While reading a parquet file stored in hadoop with either scala or pyspark an error occurs:

#scala    
var dff = spark.read.parquet("/super/important/df")
    org.apache.spark.sql.AnalysisException: Unable to infer schema for Parquet. It must be specified manually.;
      at org.apache.spark.sql.execution.datasources.DataSource$$anonfun$8.apply(DataSource.scala:189)
      at org.apache.spark.sql.execution.datasources.DataSource$$anonfun$8.apply(DataSource.scala:189)
      at scala.Option.getOrElse(Option.scala:121)
      at org.apache.spark.sql.execution.datasources.DataSource.org$apache$spark$sql$execution$datasources$DataSource$$getOrInferFileFormatSchema(DataSource.scala:188)
  at org.apache.spark.sql.execution.datasources.DataSource.resolveRelation(DataSource.scala:387)
  at org.apache.spark.sql.DataFrameReader.load(DataFrameReader.scala:152)
  at org.apache.spark.sql.DataFrameReader.parquet(DataFrameReader.scala:441)
  at org.apache.spark.sql.DataFrameReader.parquet(DataFrameReader.scala:425)
  ... 52 elided

or

sql_context.read.parquet(output_file)

results in the same error.

Error message is pretty clear about what has to be done: Unable to infer schema for Parquet.

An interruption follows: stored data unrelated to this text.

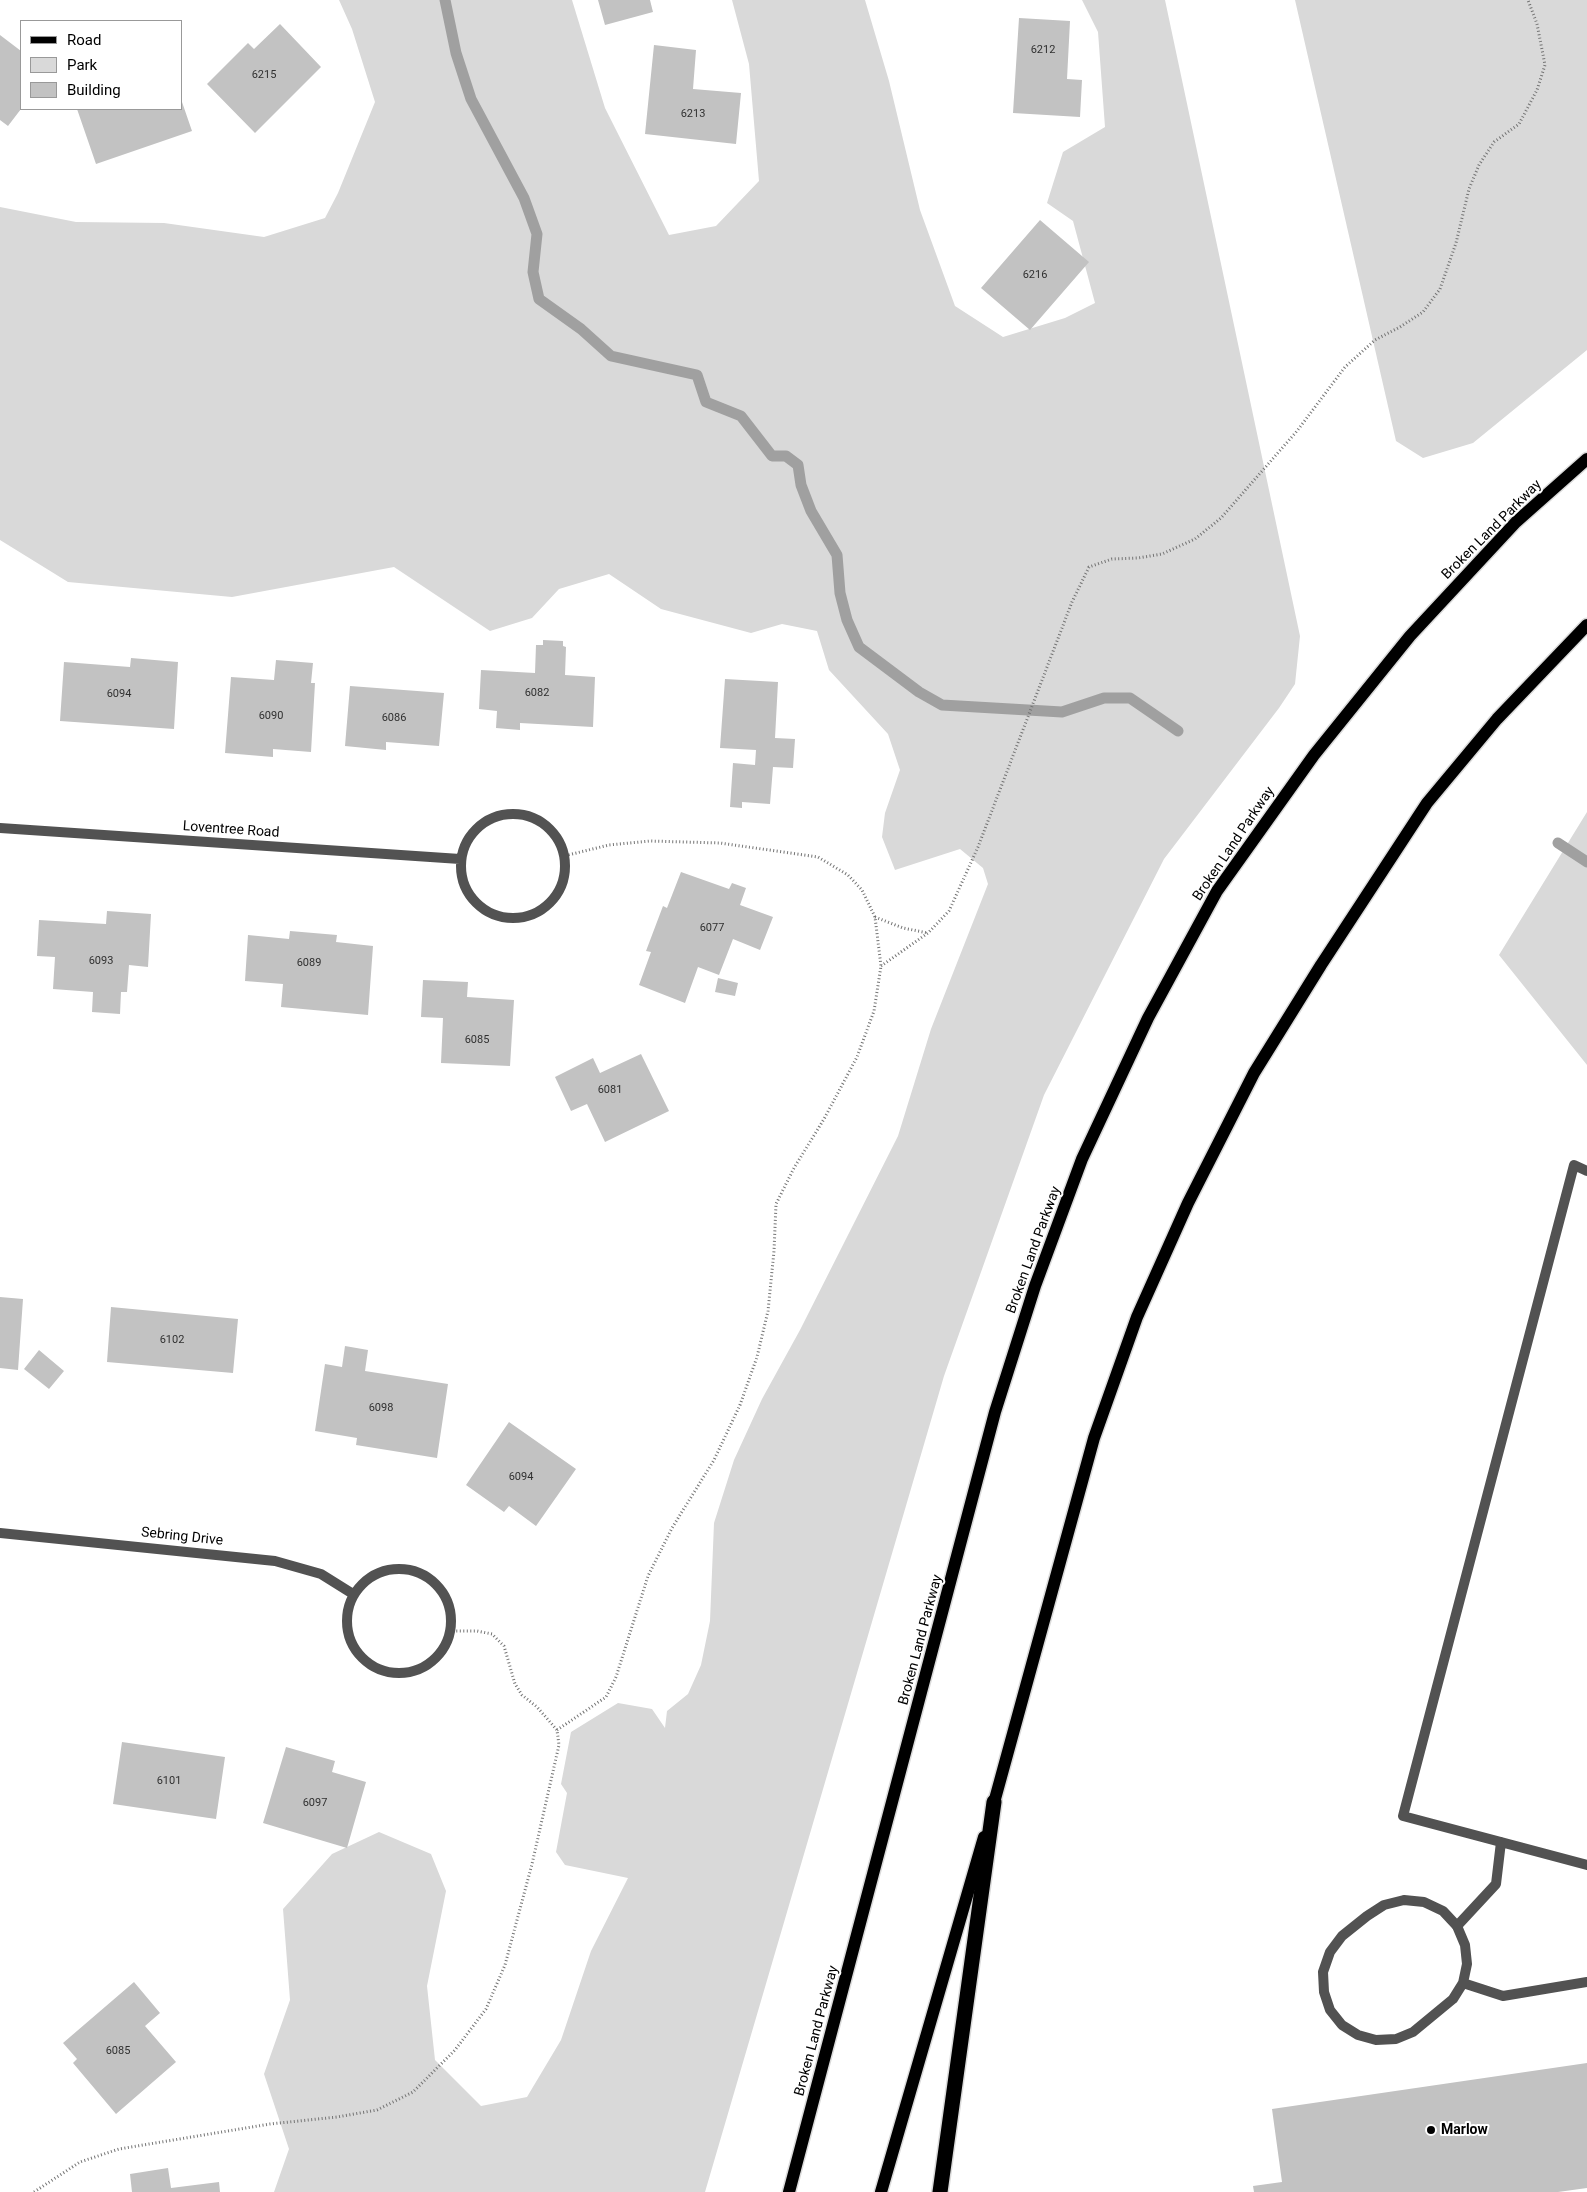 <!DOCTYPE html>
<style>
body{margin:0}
#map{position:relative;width:1587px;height:2192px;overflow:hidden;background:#fff;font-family:Roboto,sans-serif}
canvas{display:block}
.legend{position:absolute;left:20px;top:20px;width:162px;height:90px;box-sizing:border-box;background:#fff;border:1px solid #999;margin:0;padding:6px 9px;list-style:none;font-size:15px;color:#000}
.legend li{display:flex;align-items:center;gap:10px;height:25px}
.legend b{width:25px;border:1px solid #999}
</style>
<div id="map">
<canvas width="1587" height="2192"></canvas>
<ul class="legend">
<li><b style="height:6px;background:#000"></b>Road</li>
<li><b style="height:14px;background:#d9d9d9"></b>Park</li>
<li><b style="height:14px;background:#c2c2c2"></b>Building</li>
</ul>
</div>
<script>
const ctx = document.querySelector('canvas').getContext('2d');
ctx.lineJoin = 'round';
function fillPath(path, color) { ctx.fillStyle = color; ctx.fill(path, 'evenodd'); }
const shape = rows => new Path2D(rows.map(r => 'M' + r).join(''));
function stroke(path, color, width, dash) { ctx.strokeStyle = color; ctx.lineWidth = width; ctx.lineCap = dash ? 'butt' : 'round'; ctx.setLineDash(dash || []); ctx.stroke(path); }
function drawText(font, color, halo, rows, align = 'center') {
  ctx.font = font + ' Roboto,sans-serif'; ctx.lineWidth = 4; ctx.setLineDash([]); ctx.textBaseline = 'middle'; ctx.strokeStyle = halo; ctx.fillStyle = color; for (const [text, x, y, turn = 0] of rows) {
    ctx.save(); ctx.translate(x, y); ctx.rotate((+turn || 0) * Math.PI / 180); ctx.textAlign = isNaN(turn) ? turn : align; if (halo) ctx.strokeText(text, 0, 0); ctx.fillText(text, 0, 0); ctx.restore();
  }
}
fillPath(shape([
 [339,0,572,0,605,108,669,235,716,226,759,181,749,64,732,0,865,0,889,81,920,210,955,306,1003,337,1065,318,1095,303,1073,221,1047,203,1063,152,1105,127,1098,32,1082,0,1165,0,1300,636,1295,684,1279,708,1164,859,1044,1095,944,1376,705,2192,274,2192,289,2149,264,2074,290,2000,283,1909,332,1854,379,1832,431,1854,446,1891,427,1986,435,2060,481,2106,527,2097,561,2040,591,1951,628,1878,565,1865,556,1852,567,1793,561,1784,571,1732,618,1703,652,1709,665,1728,667,1711,688,1694,701,1665,710,1621,714,1523,734,1460,762,1399,800,1330,898,1136,931,1029,988,884,983,868,960,849,895,870,882,837,885,813,900,770,888,734,829,670,817,631,782,624,751,633,661,609,609,574,559,589,532,618,490,631,394,567,232,597,68,582,0,540,0,207,76,222,164,223,264,237,325,218,338,193,375,102,352,29],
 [1295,0,1587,0,1587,350,1473,443,1423,458,1396,441],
 [1587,812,1587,1065,1499,955]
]), '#d9d9d9');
stroke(shape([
 [445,0,456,53,471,99,524,198,537,234,533,272,539,299,581,329,611,356,697,375,706,402,741,416,772,456,786,456,798,465,801,485,811,511,837,555,840,593,847,620,859,647,919,692,942,705,1062,712,1104,698,1130,698,1178,731],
 [1558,843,1587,862]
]), '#a0a0a0', 11);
fillPath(shape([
 [598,0,650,0,653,12,605,25],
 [1019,18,1070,21,1067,79,1082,80,1080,117,1013,113],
 [280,24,321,67,255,133,207,84,248,43,254,49],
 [0,35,21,51,21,109,8,126,0,120],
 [654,45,696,50,693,89,741,93,736,144,645,134],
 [182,102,192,131,96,164,77,109,181,109],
 [1040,220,1089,262,1030,330,981,288],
 [543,640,563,641,563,646,566,647,565,675,595,677,593,727,520,723,520,730,496,728,497,711,479,709,481,670,535,673,536,645,543,645],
 [131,658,178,662,174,729,60,721,64,662,130,667],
 [276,660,313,663,311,683,315,683,311,752,273,749,273,757,225,753,231,677,274,680],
 [725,679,778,682,775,738,795,739,793,768,773,767,770,804,742,802,742,808,730,807,733,763,755,765,756,750,720,748],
 [350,686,444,693,439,746,386,742,386,750,345,746],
 [681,872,729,889,732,883,746,888,740,905,773,917,760,950,733,939,719,975,698,967,685,1003,639,985,651,952,646,951,663,906,667,908],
 [107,911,151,914,148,967,129,965,127,992,121,992,120,1014,92,1012,93,992,53,989,55,957,37,956,39,920,106,924],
 [290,931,337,935,336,942,373,946,368,1015,281,1007,283,984,245,981,248,935,289,939],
 [718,978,738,983,735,996,715,992],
 [423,980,468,982,467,997,514,1000,510,1066,441,1063,443,1018,421,1017],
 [641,1054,669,1111,605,1142,587,1104,571,1111,555,1077,593,1058,600,1073],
 [0,1297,23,1299,18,1370,0,1368],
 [111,1307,238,1319,233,1373,107,1362],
 [345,1346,368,1350,365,1371,448,1384,437,1458,356,1445,357,1438,315,1431,325,1364,342,1367],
 [39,1350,64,1371,49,1389,24,1369],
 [509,1422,576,1469,536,1526,509,1506,504,1512,466,1485],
 [122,1742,225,1757,216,1819,113,1804],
 [286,1747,335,1761,332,1772,366,1782,347,1848,263,1823],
 [134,1982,160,2013,145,2026,176,2062,116,2114,73,2063,77,2059,63,2043],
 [1587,2063,1587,2188,1558,2192,1254,2192,1253,2186,1282,2182,1272,2109],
 [168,2168,171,2188,219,2182,220,2192,132,2192,130,2174]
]), '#c2c2c2');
const primary = shape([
 [992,1810,1094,1438,1137,1317,1188,1203,1254,1073,1321,965,1427,803,1497,719,1587,625],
 [789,2192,995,1412,1035,1286,1082,1159,1148,1018,1217,891,1314,755,1410,636,1516,522,1587,459],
 [881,2192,984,1837]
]);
const highway = shape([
 [940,2192,994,1802]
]);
stroke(primary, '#dbdbdb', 15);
stroke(highway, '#dbdbdb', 18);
stroke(shape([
 [875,917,903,928,928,933],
 [881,966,928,933,949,911,978,847,1072,602,1089,567,1112,559,1138,558,1162,554,1195,539,1221,518,1297,431,1345,367,1375,340,1400,327,1423,312,1440,289,1456,243,1469,189,1479,165,1494,142,1519,124,1537,90,1545,65,1537,24,1528,0],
 [557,1730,606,1697,616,1677,648,1576,672,1528,714,1460,740,1405,757,1357,768,1311,774,1251,776,1204,794,1168,824,1119,857,1057,874,1011,881,966,875,917,862,890,848,875,818,857,720,843,650,841,609,845,564,856],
 [34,2192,80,2162,119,2149,270,2124,337,2117,377,2110,413,2092,455,2050,486,2009,505,1965,532,1864,559,1745,557,1730,537,1707,522,1695,515,1684,504,1646,492,1634,477,1631,451,1631]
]), '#747474', 3, [1, 2.5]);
stroke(shape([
 [1587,1171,1574,1165,1403,1816,1587,1865],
 [1457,1926,1496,1884,1501,1842]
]), '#525252', 10);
stroke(shape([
 '461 866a52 52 0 1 1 104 0a52 52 0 1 1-104 0Z',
 [0,828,460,859],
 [0,1533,275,1561,321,1574,353,1594],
 '347 1621a52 52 0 1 1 104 0a52 52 0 1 1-104 0Z',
 [1404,1900,1424,1902,1443,1911,1457,1926,1465,1945,1467,1964,1463,1983,1453,1999,1413,2032,1396,2039,1376,2040,1358,2035,1342,2025,1330,2010,1324,1992,1323,1972,1330,1952,1342,1936,1367,1916,1384,1905,1404,1900],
 [1463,1983,1503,1996,1587,1982]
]), '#525252', 10);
stroke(primary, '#000', 12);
stroke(highway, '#000', 15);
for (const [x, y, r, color] of [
 [1431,2130,5,"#000"]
]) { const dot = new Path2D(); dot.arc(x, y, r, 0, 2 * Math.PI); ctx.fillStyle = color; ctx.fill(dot); stroke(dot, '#fff', 2); }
drawText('11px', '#303030', null, [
 ["6212",1043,50],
 ["6215",264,75],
 ["6213",693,114],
 ["6216",1035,275],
 ["6082",537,693],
 ["6094",119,694],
 ["6090",271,716],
 ["6086",394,718],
 ["6077",712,928],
 ["6093",101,961],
 ["6089",309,963],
 ["6085",477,1040],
 ["6081",610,1090],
 ["6102",172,1340],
 ["6098",381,1408],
 ["6094",521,1477],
 ["6101",169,1781],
 ["6097",315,1803],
 ["6085",118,2051]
]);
drawText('14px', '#000', '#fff', [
 ["Broken Land Parkway",1492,530,-45],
 ["Loventree Road",231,830,4],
 ["Broken Land Parkway",1234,844,-56],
 ["Broken Land Parkway",1034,1250,-70],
 ["Sebring Drive",182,1537,6],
 ["Broken Land Parkway",921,1640,-75],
 ["Broken Land Parkway",817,2031,-75]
]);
drawText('bold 14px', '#000', '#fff', [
 ["Marlow",1441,2130]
], 'left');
</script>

It must be specified manually.;. But where can I specify it?

Spark 2.1.1, Hadoop 2.5, dataframes are created with a help of pyspark. Files are partitioned into 10 peaces.

2
Can you try this var dff = spark.read.parquet("/super/important/df").toDF("ColumnName1,"ColumnName2") - Bhavesh

2 Answers

1
votes

I have done a quick implementation for the same

enter image description here

Hope this Helps!!...

1
votes

This error usually occurs when you try to read an empty directory as parquet. If for example you create an empty DataFrame, you write it in parquet and then read it, this error appears. You could check if the DataFrame is empty with rdd.isEmpty() before write it.